> **Problem to solve**: In the material below, find each line with the word "Give" and list it.

> **Entries supplied**:
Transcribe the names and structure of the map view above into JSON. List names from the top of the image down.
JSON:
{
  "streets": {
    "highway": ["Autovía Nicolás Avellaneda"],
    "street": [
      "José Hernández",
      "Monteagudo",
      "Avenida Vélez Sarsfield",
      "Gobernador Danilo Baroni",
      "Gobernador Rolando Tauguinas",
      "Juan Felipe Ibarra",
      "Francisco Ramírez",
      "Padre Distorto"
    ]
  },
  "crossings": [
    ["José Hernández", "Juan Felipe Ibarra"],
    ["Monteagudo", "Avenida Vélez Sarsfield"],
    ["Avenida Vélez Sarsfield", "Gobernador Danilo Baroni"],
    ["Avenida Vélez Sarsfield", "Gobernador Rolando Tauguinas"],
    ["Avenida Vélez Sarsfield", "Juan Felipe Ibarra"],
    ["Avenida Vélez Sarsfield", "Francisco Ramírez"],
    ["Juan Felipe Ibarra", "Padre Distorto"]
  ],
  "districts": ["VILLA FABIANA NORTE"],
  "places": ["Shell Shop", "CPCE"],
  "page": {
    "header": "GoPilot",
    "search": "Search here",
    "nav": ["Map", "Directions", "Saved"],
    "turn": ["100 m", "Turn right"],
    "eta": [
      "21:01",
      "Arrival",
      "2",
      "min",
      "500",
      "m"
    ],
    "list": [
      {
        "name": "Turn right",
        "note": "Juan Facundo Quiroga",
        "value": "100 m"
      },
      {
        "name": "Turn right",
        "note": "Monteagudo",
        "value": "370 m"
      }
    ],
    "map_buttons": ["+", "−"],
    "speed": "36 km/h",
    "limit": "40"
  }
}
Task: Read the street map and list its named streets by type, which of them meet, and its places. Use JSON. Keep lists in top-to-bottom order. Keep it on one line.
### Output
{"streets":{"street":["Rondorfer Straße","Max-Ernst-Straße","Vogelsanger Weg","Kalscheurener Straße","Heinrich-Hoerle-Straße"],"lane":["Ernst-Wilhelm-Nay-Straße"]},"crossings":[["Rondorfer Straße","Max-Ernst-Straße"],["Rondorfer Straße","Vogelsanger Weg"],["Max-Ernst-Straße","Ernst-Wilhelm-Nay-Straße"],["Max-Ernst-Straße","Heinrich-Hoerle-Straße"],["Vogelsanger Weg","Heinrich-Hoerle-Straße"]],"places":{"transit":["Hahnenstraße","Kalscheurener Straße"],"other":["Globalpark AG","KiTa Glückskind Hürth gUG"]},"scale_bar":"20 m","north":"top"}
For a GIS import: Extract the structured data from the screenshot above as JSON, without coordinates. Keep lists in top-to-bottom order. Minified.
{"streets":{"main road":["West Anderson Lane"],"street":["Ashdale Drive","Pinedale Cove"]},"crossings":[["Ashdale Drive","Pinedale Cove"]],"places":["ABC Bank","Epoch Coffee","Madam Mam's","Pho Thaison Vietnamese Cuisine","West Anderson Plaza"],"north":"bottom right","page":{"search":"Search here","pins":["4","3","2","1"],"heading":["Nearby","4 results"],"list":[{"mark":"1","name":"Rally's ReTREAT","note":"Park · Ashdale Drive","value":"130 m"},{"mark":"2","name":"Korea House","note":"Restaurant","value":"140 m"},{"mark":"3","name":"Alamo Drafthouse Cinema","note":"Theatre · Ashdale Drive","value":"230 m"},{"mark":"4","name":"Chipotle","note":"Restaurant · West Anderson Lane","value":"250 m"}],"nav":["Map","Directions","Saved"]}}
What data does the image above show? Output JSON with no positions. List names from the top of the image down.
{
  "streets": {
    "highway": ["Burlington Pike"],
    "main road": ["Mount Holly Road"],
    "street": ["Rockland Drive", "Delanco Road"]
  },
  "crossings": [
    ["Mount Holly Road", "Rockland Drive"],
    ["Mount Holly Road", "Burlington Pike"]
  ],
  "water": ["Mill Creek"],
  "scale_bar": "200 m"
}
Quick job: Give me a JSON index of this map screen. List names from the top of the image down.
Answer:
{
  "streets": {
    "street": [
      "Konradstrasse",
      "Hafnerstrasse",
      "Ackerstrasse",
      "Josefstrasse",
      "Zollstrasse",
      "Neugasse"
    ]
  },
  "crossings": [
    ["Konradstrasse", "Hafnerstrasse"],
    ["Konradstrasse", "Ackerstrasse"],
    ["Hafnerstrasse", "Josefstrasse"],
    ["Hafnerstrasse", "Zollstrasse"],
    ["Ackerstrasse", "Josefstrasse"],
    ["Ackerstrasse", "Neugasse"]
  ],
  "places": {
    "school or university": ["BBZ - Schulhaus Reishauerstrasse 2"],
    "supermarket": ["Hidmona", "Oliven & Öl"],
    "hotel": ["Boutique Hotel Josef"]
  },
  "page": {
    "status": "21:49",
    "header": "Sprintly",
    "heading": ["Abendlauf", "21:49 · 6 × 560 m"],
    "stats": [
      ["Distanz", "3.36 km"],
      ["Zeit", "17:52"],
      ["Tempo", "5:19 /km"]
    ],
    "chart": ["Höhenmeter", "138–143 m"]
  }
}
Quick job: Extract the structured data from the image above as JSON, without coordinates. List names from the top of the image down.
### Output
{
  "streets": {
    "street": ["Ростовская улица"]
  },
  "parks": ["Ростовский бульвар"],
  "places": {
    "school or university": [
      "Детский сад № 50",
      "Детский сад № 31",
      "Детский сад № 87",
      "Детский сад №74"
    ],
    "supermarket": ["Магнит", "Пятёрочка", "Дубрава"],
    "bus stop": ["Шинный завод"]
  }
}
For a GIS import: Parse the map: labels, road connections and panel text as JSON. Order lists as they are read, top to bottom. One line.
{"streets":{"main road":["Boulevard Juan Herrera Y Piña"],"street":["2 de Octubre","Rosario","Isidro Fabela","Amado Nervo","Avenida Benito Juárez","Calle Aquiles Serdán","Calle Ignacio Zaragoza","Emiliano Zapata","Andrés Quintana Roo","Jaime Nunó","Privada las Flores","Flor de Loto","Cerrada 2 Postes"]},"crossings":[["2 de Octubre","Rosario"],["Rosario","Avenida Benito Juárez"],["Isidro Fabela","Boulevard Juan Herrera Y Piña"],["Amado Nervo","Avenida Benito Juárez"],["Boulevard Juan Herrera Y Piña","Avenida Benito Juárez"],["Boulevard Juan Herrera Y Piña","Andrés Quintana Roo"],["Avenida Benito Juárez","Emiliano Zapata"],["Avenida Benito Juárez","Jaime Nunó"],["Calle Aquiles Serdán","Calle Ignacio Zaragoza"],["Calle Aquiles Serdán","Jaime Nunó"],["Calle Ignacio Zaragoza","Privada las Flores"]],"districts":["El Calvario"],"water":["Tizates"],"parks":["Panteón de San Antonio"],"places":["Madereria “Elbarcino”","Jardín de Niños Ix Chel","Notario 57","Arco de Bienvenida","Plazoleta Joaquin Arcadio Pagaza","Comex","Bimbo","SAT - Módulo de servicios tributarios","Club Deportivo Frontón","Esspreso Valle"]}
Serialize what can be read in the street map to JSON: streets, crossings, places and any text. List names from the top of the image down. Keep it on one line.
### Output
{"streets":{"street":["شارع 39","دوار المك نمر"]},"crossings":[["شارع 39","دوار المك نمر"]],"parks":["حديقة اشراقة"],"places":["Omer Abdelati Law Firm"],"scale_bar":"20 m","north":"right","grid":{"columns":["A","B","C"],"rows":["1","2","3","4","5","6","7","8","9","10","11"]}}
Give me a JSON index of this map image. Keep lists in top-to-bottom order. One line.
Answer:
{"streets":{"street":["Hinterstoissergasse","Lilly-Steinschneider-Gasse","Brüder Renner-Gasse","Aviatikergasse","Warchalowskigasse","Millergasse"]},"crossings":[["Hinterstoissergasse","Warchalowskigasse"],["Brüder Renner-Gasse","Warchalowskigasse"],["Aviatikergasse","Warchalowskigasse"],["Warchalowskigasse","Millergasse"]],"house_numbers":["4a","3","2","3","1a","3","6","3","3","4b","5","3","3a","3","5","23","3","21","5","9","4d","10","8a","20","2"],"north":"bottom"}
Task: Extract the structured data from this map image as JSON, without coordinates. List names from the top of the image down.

> **Result of the task**:
Quick job: Give me a JSON index of this map screen. List names from the top of the image down.
Give me a JSON index of this map image. Keep lists in top-to-bottom order. One line.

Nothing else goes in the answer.